**Exercise description**
Transcribe each record precisely; images stay out.

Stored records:
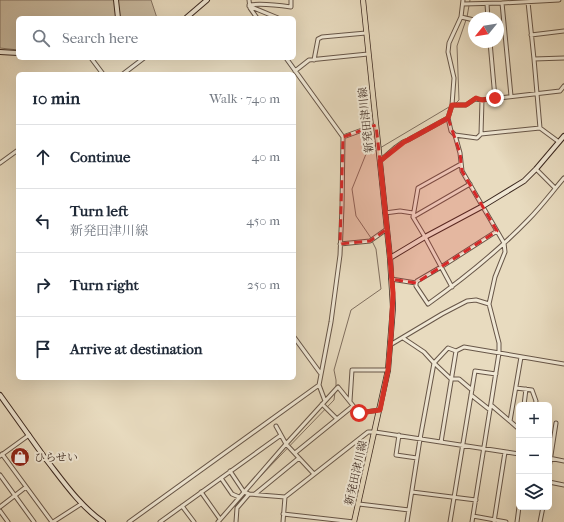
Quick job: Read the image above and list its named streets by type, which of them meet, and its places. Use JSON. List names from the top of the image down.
{
  "streets": {
    "main road": ["新発田津川線"]
  },
  "places": {
    "shop": ["ひらせい"]
  },
  "north": "bottom left",
  "page": {
    "search": "Search here",
    "heading": ["10 min", "Walk · 740 m"],
    "list": [
      ["Continue", "40 m"],
      ["Turn left", "新発田津川線", "450 m"],
      ["Turn right", "250 m"],
      "Arrive at destination"
    ],
    "map_buttons": ["+", "−"]
  }
}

**Written reply**
Quick job: Read the image above and list its named streets by type, which of them meet, and its places. Use JSON. List names from the top of the image down.
{
  "streets": {
    "main road": ["新発田津川線"]
  },
  "places": {
    "shop": ["ひらせい"]
  },
  "north": "bottom left",
  "page": {
    "search": "Search here",
    "heading": ["10 min", "Walk · 740 m"],
    "list": [
      ["Continue", "40 m"],
      ["Turn left", "新発田津川線", "450 m"],
      ["Turn right", "250 m"],
      "Arrive at destination"
    ],
    "map_buttons": ["+", "−"]
  }
}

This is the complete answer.